Photo: Yana Paskova/Getty Images

Making News Difficulties in Bali and Washington over Emissions and Energy 5 MIN, 55 SEC

At the Global Warming Conference in Bali, Indonesia, there is growing frustration with the United States.  The European Union is threatening to boycott talks on global warming set by the Bush Administration for next month in Hawaii. Eileen Claussen is president of the Pew Center on Global Climate Change.

Eileen Claussen, President, Pew Center on Global Climate Change

Main Topic The Sudden Impact of Mike Huckabee 34 MIN, 14 SEC

Former Arkansas Governor Mike Huckabee is an ordained Baptist minister who still delivers sermons full of Old Testament stories and New Testament fire. The Baptist preacher tells reporters he wants the Rolling Stones for his inaugural ball. He also wants to abolish Social Security, Medicare and the IRS. Huckabee has spent $400,000 in Iowa; Mitt Romney has spent $7 million. Despite his shoestring campaign against millionaires and household names, he's now leading among Republican presidential candidates—in Iowa and in national polls. Huckabee says it's divine intervention. Others suggest that Republicans aren't satisfied with their other options. Is it for real or is Huckabee just the latest front-runner in a party that hasn't made up its mind?
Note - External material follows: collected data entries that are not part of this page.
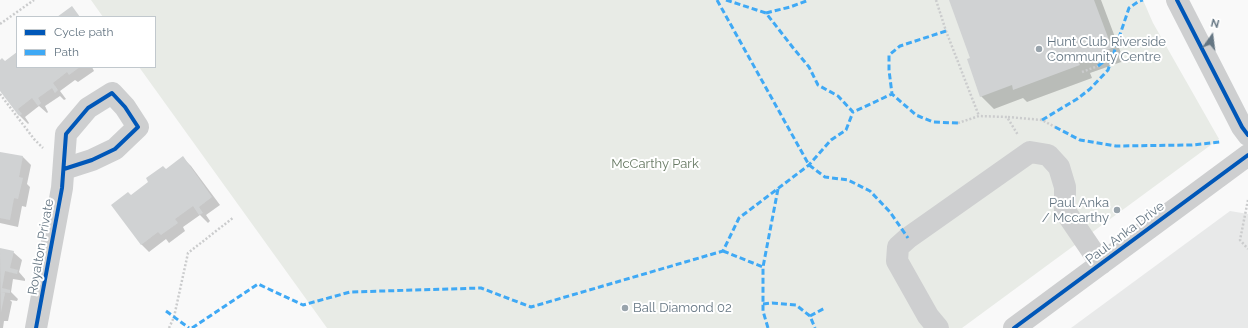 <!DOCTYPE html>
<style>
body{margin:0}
#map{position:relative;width:1248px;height:328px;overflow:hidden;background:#f9f9f9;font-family:Raleway,sans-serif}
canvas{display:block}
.legend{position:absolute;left:16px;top:16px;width:140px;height:52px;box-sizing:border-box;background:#fff;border:1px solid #c1c8cd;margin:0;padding:5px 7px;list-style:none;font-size:12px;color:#657683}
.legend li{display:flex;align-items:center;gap:8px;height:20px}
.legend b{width:20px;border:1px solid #c1c8cd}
.north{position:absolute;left:1192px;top:16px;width:40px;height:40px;-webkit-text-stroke:3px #fff;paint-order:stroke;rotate:14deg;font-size:11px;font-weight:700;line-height:16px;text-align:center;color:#657683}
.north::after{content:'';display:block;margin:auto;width:14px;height:18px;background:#657683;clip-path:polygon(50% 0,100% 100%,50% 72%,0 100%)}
</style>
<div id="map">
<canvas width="1248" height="328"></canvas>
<ul class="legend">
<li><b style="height:5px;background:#0057b8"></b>Cycle path</li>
<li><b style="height:5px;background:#3fa9f5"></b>Path</li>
</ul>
<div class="north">N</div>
</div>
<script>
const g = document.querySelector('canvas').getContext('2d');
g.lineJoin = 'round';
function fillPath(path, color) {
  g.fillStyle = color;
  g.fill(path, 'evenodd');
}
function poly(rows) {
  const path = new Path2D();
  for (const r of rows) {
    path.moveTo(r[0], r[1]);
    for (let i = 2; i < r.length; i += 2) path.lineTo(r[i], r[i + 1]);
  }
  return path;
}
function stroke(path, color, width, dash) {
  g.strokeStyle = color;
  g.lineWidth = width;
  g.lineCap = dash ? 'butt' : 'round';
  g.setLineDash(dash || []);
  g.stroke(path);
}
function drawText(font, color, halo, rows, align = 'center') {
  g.font = font + ' Raleway,sans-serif';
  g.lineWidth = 4;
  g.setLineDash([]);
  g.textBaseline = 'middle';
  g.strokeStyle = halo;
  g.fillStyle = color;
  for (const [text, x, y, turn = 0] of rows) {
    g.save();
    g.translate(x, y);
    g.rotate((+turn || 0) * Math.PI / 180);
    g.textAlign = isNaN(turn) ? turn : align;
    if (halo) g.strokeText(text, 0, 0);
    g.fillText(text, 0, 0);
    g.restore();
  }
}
fillPath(poly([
 [1230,211,1248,214,1248,328,1071,328]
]), '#e8e9e9');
fillPath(poly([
 [91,0,1143,0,1153,23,1219,139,962,328,327,328,139,67,155,67,155,17,103,17]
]), '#e8ebe6');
fillPath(poly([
 [950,0,1101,0,1124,61,1090,73,1092,78,1027,102,1023,98,994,109,981,96,972,59],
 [17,53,17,67,92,67,94,71,78,82,75,80,60,91,66,99,64,100,60,96,45,106,48,112,47,113,39,106,25,117,29,123,28,124,20,116,0,89,0,61,5,62],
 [0,153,23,157,31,165,27,184,30,187,26,207,22,206,18,227,0,223],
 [183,158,191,166,220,205,206,215,210,221,208,223,200,215,183,227,185,231,169,243,166,239,149,252,141,244,131,196],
 [0,249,13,252,22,260,19,272,25,279,25,281,13,279,11,292,18,299,17,301,10,300,12,302,8,321,4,321,3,328,0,328]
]), '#0003');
fillPath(poly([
 [949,0,1094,0,1112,48,1078,61,1080,65,1013,90,1012,85,980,97,967,59,970,58],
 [72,6,80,17,57,17],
 [17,52,17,67,80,67,69,75,67,72,53,83,58,90,55,93,52,88,38,98,41,103,38,106,32,98,18,109,22,114,19,116,0,91,0,60,2,58,5,61],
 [0,152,23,156,19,177,23,178,18,199,14,198,10,220,0,218],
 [183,156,212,197,199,207,203,213,199,215,193,206,175,219,178,223,161,235,158,232,141,245,111,205,128,192,131,195,148,182,146,178,163,166,166,169],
 [0,248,14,251,10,268,18,270,17,274,5,271,2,288,10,290,10,293,1,292,5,293,1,312]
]), '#d0d2d3');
stroke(poly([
 [936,0,946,31,979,116],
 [0,24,34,0],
 [1082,72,1098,66],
 [0,94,34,139,43,148],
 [1008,117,1042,120,1055,127],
 [958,123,979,116,1007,117,1018,135],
 [1248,200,1240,240,1248,249],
 [169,328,174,317,188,253,234,217]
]), '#cbcccd', 2.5, [2, 2]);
stroke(poly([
 [1177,0,1242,127,1248,135],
 [36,328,62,188,66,134,88,108,112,93,125,107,138,127,115,149,92,160,64,169],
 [938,328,928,316,897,261,898,247,908,238,1030,152,1048,155,1059,167,1065,187,1065,211,1101,264],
 [1014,328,1248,155]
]), '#cecfd0', 22);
stroke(poly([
 [717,0,809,165,825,177,848,180,870,191,890,212,908,238],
 [726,0,766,13,794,49,809,67,818,85,838,96,853,112,892,94],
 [766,13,790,7,809,0],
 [946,31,900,46,889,55,889,70,892,94,916,115,933,122,958,123],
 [1098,66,1114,54],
 [1042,120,1077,99,1090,89,1108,70,1129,8,1139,1,1143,0],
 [1055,127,1080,140,1116,146,1192,145,1220,142],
 [723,251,763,267],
 [763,304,772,303,796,305,810,316,815,328],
 [166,311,189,328],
 [810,316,825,308],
 [192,328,258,284,303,305,350,292,481,288,531,307,723,251,739,218,809,165,831,140,846,130,853,112],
 [768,328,763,311,763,267,778,189]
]), '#3fa9f5', 3, [6, 3]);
stroke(poly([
 [1177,0,1242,127,1248,135],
 [36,328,62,188,66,134,88,108,112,93,125,107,138,127,115,149,92,160,64,169],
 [1014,328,1248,155]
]), '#0057b8', 4);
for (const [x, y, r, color] of [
 [1039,49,4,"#99a4ac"],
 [1117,210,4,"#99a4ac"],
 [625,308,4,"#99a4ac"]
]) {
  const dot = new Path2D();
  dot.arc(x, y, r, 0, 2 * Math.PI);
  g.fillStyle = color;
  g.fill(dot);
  stroke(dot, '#fff', 1.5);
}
drawText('13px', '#657683', '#fff', [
 ["Hunt Club Riverside",1047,42],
 ["Community Centre",1047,57],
 ["Paul Anka",1109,203,"right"],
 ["/ Mccarthy",1109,218,"right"],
 ["Ball Diamond 02",633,308]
], 'left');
drawText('13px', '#687a64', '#fff', [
 ["McCarthy Park",655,164]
]);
drawText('13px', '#657683', '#fff', [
 ["Paul Anka Drive",1125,233,-37],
 ["Royalton Private",41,247,-80]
]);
</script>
Kathleen Francovik, Director of Surveys, CBS News
Mathew Staver, Founder, Liberty Counsel
Gwen Moritz, Editor, Arkansas Business
Michael Isikoff, Yahoo News (@Isikoff)
Rich Lowry, National Review / KCRW's Left, Right & Center (@RichLowry)

Reporter's Notebook Senator George Mitchell's Report on Steroids in Baseball 8 MIN, 55 SEC

Advance word was that 80 Major League Baseball players would be linked to drug use by name in today's long-awaited report from former Senate Majority Leader George Mitchell.  Baseball Commissioner Bud Selig appointed Mitchell to investigate the use of steroids and performance-enhancing drugs by players. When Mitchell unveiled his report, he said that he'd invited each player named in the report to respond to allegations, but that they'd all declined. Tom Verducci is Senior Baseball writer for Sports Illustrated.